Member of the Ceylon Parliament for Kiriella
- In office 1947–1952
- Preceded by: seat created
- Succeeded by: A. E. B. Kiriella

Personal details
- Born: Daisy Maria Florence Mendis 19 June 1903
- Died: 3 December 1988 (aged 85)
- Party: Lanka Sama Samaja Party
- Spouse: Reginald S. Vincent Senanayke
- Relations: K. E. Mendis (father)
- Children: Nimal, Laki, Daya, Evan, Rani, Lalitha
- Alma mater: Princess of Wales' College, Colombo
- Occupation: politician

= Florence Senanayake =

Sri Lankan politician (1903–1988)

Daisy Maria Florence Senanayake (née de Mel) (19 June 1903 – 3 December 1988) was the first female Member of Parliament in Sri Lanka (formerly Ceylon).

Daisy Maria Florence De Mel was born on 19 June 1903 into a family of eight children in Rawatawatta, Moratuwa. Her father, De Mel was a planter. She was educated at the Princess of Wales' College, Colombo.

In 1925 she married Reginald S. Vincent Senanayke (1898–1946), a planter and founding member of the Lanka Sama Samaja Party and its treasurer between 1935 and 1939.

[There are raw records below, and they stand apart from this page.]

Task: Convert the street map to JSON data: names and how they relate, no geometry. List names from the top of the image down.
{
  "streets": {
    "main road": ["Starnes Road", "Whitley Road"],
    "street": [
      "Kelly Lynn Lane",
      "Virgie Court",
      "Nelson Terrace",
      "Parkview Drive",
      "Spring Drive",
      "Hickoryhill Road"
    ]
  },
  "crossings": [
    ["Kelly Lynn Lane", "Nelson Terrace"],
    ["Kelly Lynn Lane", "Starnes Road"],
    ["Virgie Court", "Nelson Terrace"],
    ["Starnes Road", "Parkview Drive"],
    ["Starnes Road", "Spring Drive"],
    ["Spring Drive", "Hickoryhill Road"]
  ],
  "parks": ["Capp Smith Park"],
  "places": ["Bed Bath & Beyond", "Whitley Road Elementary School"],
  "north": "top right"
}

Senanayake was elected in 1947 at the 1st Ceylonese parliamentary elections, as the member for Kiriella, representing the Lanka Sama Samaja Party. She polled 5,535 votes (35.5% of the total vote) winning against a field of five other male candidates, with her nearest opponent, T. K. W. Chandrasekera, receiving 3,294 votes (21.1% of the total vote). Senanayake failed to retain the seat at the 2nd parliamentary elections in 1952, where she received 3,192 votes (15% of the total votes), with the successful candidate, A. E. B. Kiriella, polling 9,978 votes (48% of the total vote).

She and her husband had six children, including the Laki Senanayake who became an artist.